‘ABD’de sağlık sistemi başarısız’
Amerika, dünyanın en pahalı sağlık sistemine sahip. Ancak bu sistem, yeterince verimli değil. Amerikalı hastalar, paralarının karşılığında iyi hizmet alamıyor. Amerikan sağlık sistemini inceleyen iki araştırma bu sonuçları verdi. Amerika’nın Sesi’nden Carol Pearson, parasal kaynakların nereye gittiğini ve sistemi düzeltmek için neler yapılması gerektiğini araştırdı.
Amerika’da sağlık hizmetlerinin maliyeti son 30 yılda iki kat arttı ancak Amerikalılar, 1980’li yıllara oranla daha sağlıklı sayılmaz.
Sağlık sistemini inceleyen Alerion Enstitüsü uzmanı Doktor Hamilton Moses, bulguları Amerikan Tabipler Birliği dergisinde yayınladı: ”Tüm verileri kamuya açık kaynaklardan elde ediyoruz. Bu çok önemli. Bunlar herkesin özgürce erişebileceği bilgiler. Esas zorluk, bu bilgileri, yorumlanabilecek şekilde toplayabilmekti.”

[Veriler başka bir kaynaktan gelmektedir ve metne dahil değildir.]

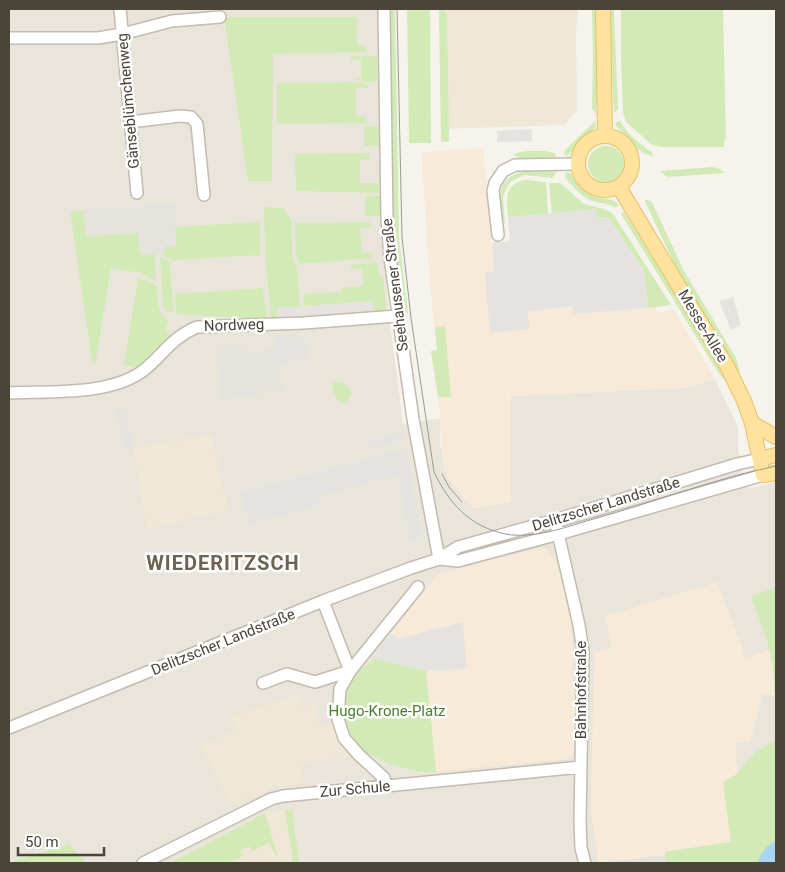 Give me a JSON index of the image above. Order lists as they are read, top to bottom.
{
  "streets": {
    "main road": ["Messe-Allee", "Delitzscher Landstraße"],
    "street": [
      "Gänseblümchenweg",
      "Seehausener Straße",
      "Nordweg",
      "Bahnhofstraße",
      "Zur Schule"
    ]
  },
  "crossings": [
    ["Seehausener Straße", "Nordweg"],
    ["Seehausener Straße", "Delitzscher Landstraße"],
    ["Messe-Allee", "Delitzscher Landstraße"],
    ["Delitzscher Landstraße", "Bahnhofstraße"],
    ["Bahnhofstraße", "Zur Schule"]
  ],
  "districts": ["WIEDERITZSCH"],
  "parks": ["Hugo-Krone-Platz"],
  "scale_bar": "50 m"
} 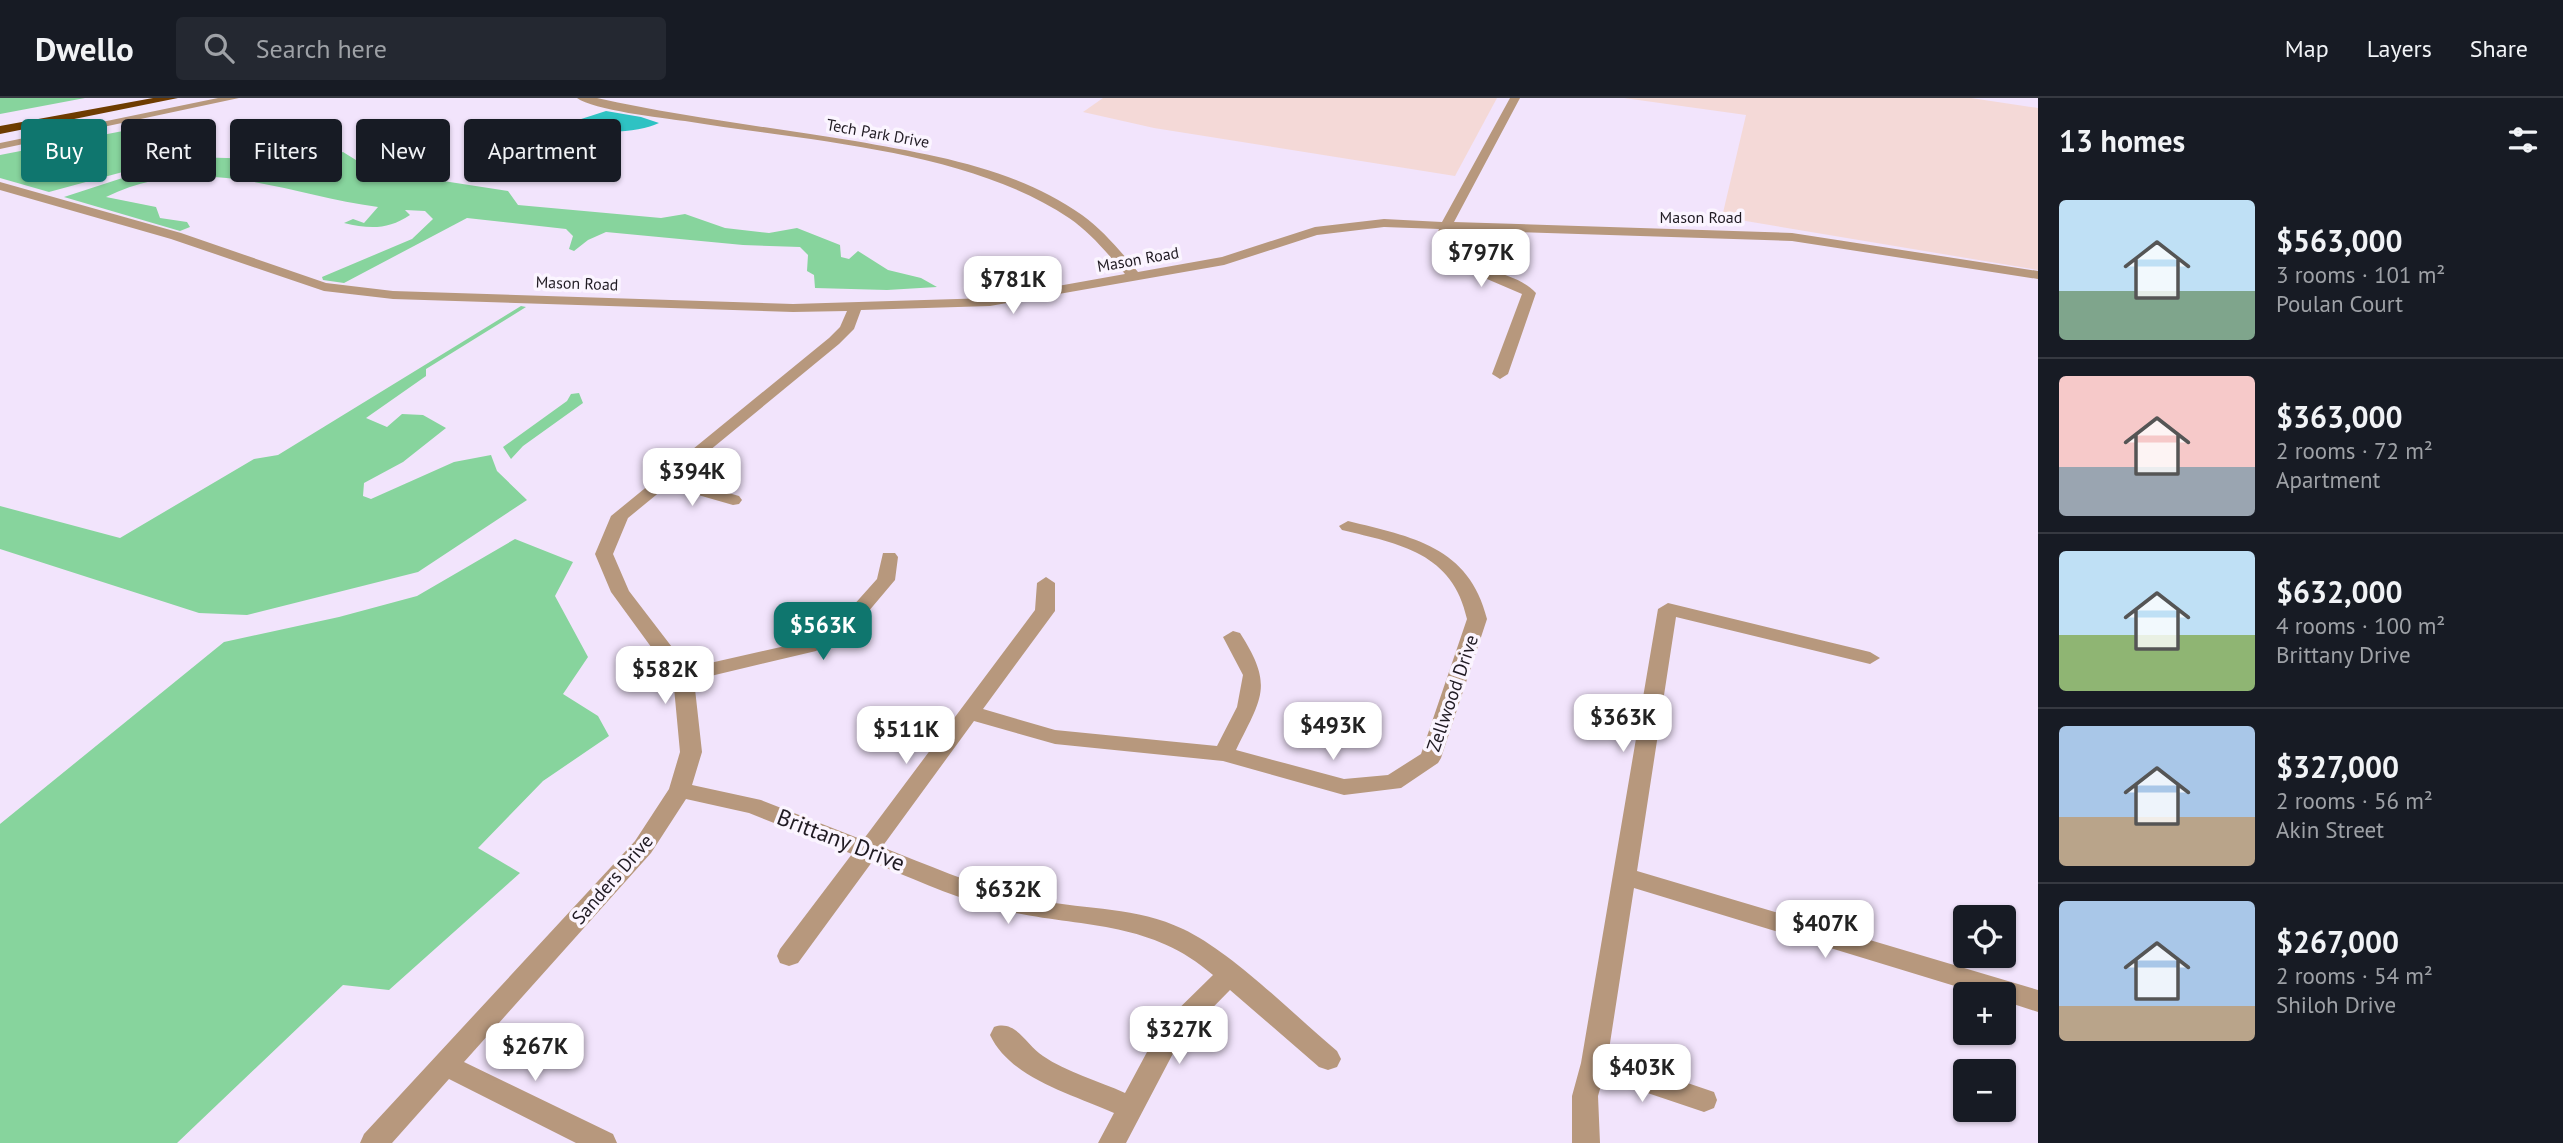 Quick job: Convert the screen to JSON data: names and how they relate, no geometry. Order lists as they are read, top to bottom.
{
  "streets": {
    "street": [
      "Tech Park Drive",
      "Mason Road",
      "Zellwood Drive",
      "Brittany Drive",
      "Sanders Drive"
    ]
  },
  "crossings": [
    ["Tech Park Drive", "Mason Road"],
    ["Brittany Drive", "Sanders Drive"]
  ],
  "page": {
    "header": "Dwello",
    "search": "Search here",
    "nav": ["Map", "Layers", "Share"],
    "heading": "13 homes",
    "chip": [
      "Buy",
      "Rent",
      "Filters",
      "New",
      "Apartment"
    ],
    "list": [
      {
        "name": "$563,000",
        "note": "3 rooms · 101 m² · Poulan Court"
      },
      {
        "name": "$363,000",
        "note": "2 rooms · 72 m² · Apartment"
      },
      {
        "name": "$632,000",
        "note": "4 rooms · 100 m² · Brittany Drive"
      },
      {
        "name": "$327,000",
        "note": "2 rooms · 56 m² · Akin Street"
      },
      {
        "name": "$267,000",
        "note": "2 rooms · 54 m² · Shiloh Drive"
      }
    ],
    "price": [
      "$797K",
      "$781K",
      "$394K",
      "$563K",
      "$582K",
      "$363K",
      "$493K",
      "$511K",
      "$632K",
      "$407K",
      "$327K",
      "$267K",
      "$403K"
    ],
    "map_buttons": ["+", "−"]
  }
}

Uzmanlar, Amerikalılar’ın 2011’de sağlık hizmetlerine 2 buçuk ila 3 trilyon dolar harcadığını, bu tutarın diğer gelişmiş ülkelerden fazla olduğunu söylüyor. Maliyetleri arttıran iki neden var.
Bunlardan birincisi, tıbbi ve idari hizmet ücretlerinin artması. İlaç, tıbbi müdahale ve tıbbi cihaz fiyatlarındaki artış da buna ekleniyor.
Doktor Moses’a göre Amerikalılar’ın teknoloji sevdası da ayrı bir sorun: ”Teknolojiye çok bağımlıyız. Tüm sorunların çözümünün teknolojide olduğunu düşünüyoruz.”
Teknoloji tüm sorunları çözemese de Amerikalılar teknolojiden vazgeçmiyor. İkinci nedense sigara içmek, çok yemek gibi kötü alışkanlıklar. Bu alışkanlıklar obeziteyi, şeker ve kalp hastalığını, eklem ağrılarını ve akciğer rahatsızlıklarını tetikliyor. Bu gibi kronik hastalıkları kontrol altında tutmanın maliyeti de oldukça yüksek.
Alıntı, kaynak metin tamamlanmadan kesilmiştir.